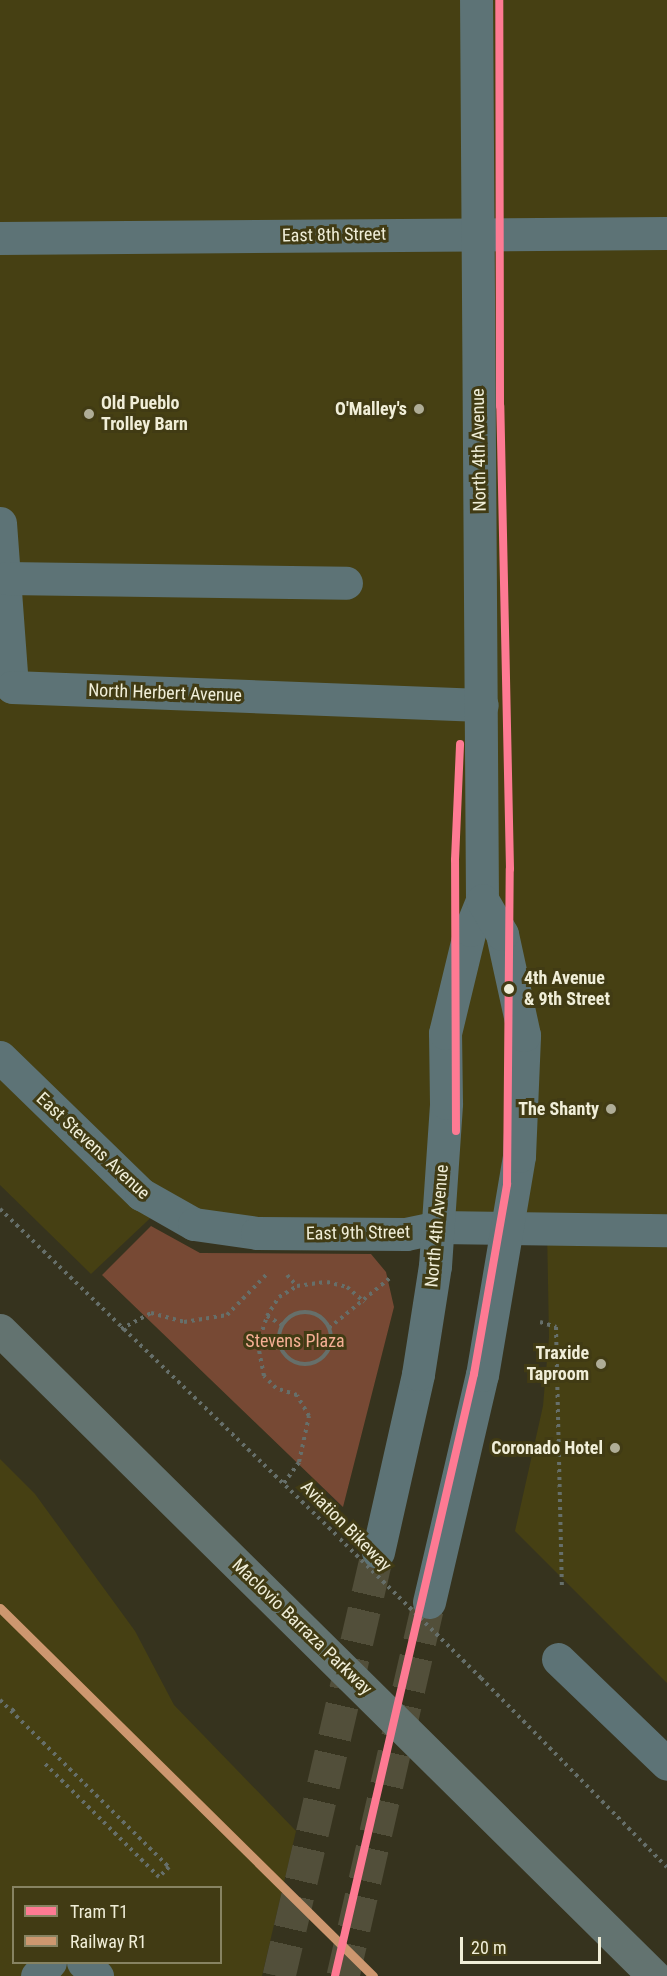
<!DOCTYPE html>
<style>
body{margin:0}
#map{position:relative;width:667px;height:1976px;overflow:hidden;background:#36331e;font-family:"Roboto Condensed",sans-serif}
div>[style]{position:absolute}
.built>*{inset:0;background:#464013}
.green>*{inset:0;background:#774934}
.minor-tunnel>*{height:33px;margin-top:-16.5px;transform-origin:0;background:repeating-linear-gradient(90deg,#524f3a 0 33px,transparent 0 49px)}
.path>*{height:4px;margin-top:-2px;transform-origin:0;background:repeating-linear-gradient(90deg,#666f6a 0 3px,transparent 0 7.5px)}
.path>.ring{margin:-2px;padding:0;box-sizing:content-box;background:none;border:4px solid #666f6a;border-radius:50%}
.minor>*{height:33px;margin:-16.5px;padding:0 16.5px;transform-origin:16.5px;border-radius:16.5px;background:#5d7376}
.major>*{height:33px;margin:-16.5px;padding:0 16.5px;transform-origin:16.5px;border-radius:16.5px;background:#637370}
.rail>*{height:7px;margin-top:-3.5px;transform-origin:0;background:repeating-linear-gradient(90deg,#413b14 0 14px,#656d65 0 28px);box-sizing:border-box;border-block:2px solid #656d65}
.path-bridge>*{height:4px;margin-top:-2px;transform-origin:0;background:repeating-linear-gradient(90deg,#666f6a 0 3px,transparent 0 7.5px)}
.rail-1>*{height:9px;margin:-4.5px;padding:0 4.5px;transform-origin:4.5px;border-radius:4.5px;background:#cd976f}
.tram-1>*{height:8px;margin:-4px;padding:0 4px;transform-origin:4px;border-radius:4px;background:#fe7a93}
.dots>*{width:16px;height:16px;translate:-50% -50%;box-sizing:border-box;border:3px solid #413b14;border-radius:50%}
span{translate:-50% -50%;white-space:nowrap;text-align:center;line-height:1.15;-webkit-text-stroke:6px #413b14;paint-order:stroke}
.street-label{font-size:18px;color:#f0eed8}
.poi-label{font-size:18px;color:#f0eed8;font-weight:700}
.left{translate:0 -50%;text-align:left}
.right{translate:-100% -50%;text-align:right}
.stop-label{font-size:18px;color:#f0eed8;font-weight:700}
.park-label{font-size:18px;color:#f5af94}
.legend{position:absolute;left:12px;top:1886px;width:210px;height:78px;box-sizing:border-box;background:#413b14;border:2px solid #878362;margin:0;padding:8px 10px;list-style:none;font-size:18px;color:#f0eed8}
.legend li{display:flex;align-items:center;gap:12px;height:30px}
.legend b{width:30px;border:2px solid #878362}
.scale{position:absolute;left:460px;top:1937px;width:141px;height:27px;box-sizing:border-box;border:3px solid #f0eed8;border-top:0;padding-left:8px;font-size:18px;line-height:21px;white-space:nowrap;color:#f0eed8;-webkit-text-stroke:4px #413b14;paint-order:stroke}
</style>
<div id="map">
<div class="built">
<i style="clip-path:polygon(0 0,667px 0,667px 1683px,515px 1531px,543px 1406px,549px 1337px,547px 1227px,418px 1233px,161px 1208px,91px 1274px,0 1185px)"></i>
<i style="clip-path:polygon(evenodd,0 1459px,35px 1494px,135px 1631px,174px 1705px,296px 1831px,262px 1976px,0 1976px,0 1459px,14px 1888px,220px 1888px,220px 1962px,14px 1962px,14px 1888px)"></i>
</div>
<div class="green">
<i style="clip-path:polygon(151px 1226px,200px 1253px,371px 1254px,386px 1272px,394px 1307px,343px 1507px,102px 1275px)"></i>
</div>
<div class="minor-tunnel">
<i style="left:279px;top:1976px;width:435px;rotate:-76.9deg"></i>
<i style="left:343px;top:1976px;width:384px;rotate:-77.1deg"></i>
</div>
<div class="path">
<i style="left:0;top:1209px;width:471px;rotate:44.1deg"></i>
<i style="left:287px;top:1275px;width:15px;rotate:48deg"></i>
<i class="ring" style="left:279px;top:1312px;width:48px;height:48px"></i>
<i style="left:267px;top:1316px;width:17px;rotate:31deg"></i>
<i style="left:540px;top:1322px;width:17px;rotate:17deg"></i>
<i style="left:556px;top:1327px;width:260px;rotate:88.7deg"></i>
<i style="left:329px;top:1328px;width:80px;rotate:-39.4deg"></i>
<i style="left:121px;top:1329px;width:34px;rotate:-28deg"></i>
<i style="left:151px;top:1313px;width:34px;rotate:15deg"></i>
<i style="left:184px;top:1322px;width:44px;rotate:-9.2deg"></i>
<i style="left:227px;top:1315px;width:57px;rotate:-45.7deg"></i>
<i style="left:284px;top:1483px;width:26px;rotate:-54deg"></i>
<i style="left:299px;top:1462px;width:47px;rotate:-77.7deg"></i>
<i style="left:309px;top:1416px;width:24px;rotate:-120deg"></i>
<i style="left:297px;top:1395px;width:22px;rotate:-162deg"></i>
<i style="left:276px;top:1388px;width:17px;rotate:-135deg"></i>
<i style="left:264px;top:1376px;width:33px;rotate:-101deg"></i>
<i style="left:258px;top:1344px;width:29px;rotate:-72deg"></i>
<i style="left:267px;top:1316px;width:22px;rotate:-58deg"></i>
<i style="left:279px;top:1297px;width:21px;rotate:-31deg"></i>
<i style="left:297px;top:1286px;width:30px;rotate:-8deg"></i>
<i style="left:327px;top:1282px;width:21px;rotate:14deg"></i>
<i style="left:347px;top:1287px;width:23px;rotate:41deg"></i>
<i style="left:481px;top:1678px;width:265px;rotate:45.5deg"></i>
<i style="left:0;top:1700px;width:238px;rotate:44.7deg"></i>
<i style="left:169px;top:1867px;width:14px;rotate:135deg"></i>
<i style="left:159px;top:1877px;width:163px;rotate:-135.2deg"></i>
<i style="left:12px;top:1711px;width:7px;rotate:-45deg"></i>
</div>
<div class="minor">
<i style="left:0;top:238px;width:667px;rotate:-0.43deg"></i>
<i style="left:0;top:523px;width:164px;rotate:85.8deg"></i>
<i style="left:12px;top:687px;width:470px;rotate:2.2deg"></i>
<i style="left:6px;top:578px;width:340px;rotate:0.8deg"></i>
<i style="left:0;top:1057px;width:197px;rotate:44.2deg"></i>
<i style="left:141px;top:1194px;width:61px;rotate:29.5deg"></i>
<i style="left:194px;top:1224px;width:64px;rotate:8.1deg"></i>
<i style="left:257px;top:1233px;width:149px;rotate:0.4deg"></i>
<i style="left:406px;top:1234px;width:33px;rotate:-12deg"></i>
<i style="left:438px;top:1227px;width:229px;rotate:0.8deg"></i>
<i style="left:378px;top:1552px;width:182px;rotate:-77.3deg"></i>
<i style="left:418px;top:1374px;width:109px;rotate:-81.1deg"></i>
<i style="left:435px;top:1266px;width:163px;rotate:-86.1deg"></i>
<i style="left:446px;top:1103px;width:70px;rotate:-90.8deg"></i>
<i style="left:445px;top:1033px;width:106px;rotate:-76.4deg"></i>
<i style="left:470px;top:930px;width:32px;rotate:-68deg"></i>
<i style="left:482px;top:900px;width:900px;rotate:-90.38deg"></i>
<i style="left:429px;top:1602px;width:233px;rotate:-76.9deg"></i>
<i style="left:482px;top:1375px;width:222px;rotate:-80.4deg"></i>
<i style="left:519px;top:1156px;width:121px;rotate:-87.6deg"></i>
<i style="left:524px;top:1035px;width:103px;rotate:-102.3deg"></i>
<i style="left:502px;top:934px;width:39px;rotate:-120deg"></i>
<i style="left:558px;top:1659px;width:151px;rotate:43.9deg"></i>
<i style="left:83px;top:1962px;width:20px;rotate:45deg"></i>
<i style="left:37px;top:1976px;width:19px;rotate:-47deg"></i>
</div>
<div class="major">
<i style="left:0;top:1330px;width:919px;rotate:44.65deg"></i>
</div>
<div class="rail">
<i style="left:0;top:1608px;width:524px;rotate:44.61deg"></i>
</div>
<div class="path-bridge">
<i style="left:340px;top:1539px;width:198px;rotate:44.6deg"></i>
</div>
<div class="rail-1">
<i style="left:0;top:1608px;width:524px;rotate:44.61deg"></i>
</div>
<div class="tram-1">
<i style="left:456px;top:1131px;width:271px;rotate:-90.2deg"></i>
<i style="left:455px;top:860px;width:116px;rotate:-87.5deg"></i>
<i style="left:335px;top:1976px;width:618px;rotate:-77deg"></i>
<i style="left:474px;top:1374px;width:193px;rotate:-80.1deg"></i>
<i style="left:507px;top:1184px;width:315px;rotate:-89.5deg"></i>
<i style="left:510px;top:869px;width:463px;rotate:-91.2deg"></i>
<i style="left:500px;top:406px;width:406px;rotate:-90.1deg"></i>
</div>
<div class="dots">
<i style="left:419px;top:409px;background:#afad97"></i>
<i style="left:89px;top:414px;background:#afad97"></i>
<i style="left:509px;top:989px;background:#f0eed8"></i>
<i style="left:611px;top:1109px;background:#afad97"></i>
<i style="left:601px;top:1364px;background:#afad97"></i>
<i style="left:615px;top:1448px;background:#afad97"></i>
</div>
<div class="street-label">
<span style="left:334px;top:235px;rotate:-1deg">East 8th Street</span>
<span style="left:479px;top:450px;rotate:-91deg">North 4th Avenue</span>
<span style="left:165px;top:693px;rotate:2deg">North Herbert Avenue</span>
<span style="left:93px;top:1146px;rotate:43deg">East Stevens Avenue</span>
<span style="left:437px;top:1226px;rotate:-85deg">North 4th Avenue</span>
<span style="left:358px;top:1233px;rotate:-1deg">East 9th Street</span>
<span style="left:346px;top:1526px;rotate:45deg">Aviation Bikeway</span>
<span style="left:302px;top:1627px;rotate:44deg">Maclovio Barraza Parkway</span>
</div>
<div class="poi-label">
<span class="left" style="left:101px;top:414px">Old Pueblo<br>Trolley Barn</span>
<span class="right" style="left:407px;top:409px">O'Malley's</span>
<span class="right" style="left:599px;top:1109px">The Shanty</span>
<span class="right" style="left:589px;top:1364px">Traxide<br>Taproom</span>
<span class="right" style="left:603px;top:1448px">Coronado Hotel</span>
</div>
<div class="stop-label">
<span class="left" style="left:524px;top:989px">4th Avenue<br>&amp; 9th Street</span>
</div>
<div class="park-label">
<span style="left:295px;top:1341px">Stevens Plaza</span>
</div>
<ul class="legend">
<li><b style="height:8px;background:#fe7a93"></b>Tram T1</li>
<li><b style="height:8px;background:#cd976f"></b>Railway R1</li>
</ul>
<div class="scale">20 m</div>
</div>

------------------------------------------------

_Work order:_ After locating the line containing "Avenue<br>&amp; 9th Street</span>", write out that line and all remaining lines of the records exactly, with nothing added.

_Answer section:_
<span class="left" style="left:524px;top:989px">4th Avenue<br>&amp; 9th Street</span>
</div>
<div class="park-label">
<span style="left:295px;top:1341px">Stevens Plaza</span>
</div>
<ul class="legend">
<li><b style="height:8px;background:#fe7a93"></b>Tram T1</li>
<li><b style="height:8px;background:#cd976f"></b>Railway R1</li>
</ul>
<div class="scale">20 m</div>
</div>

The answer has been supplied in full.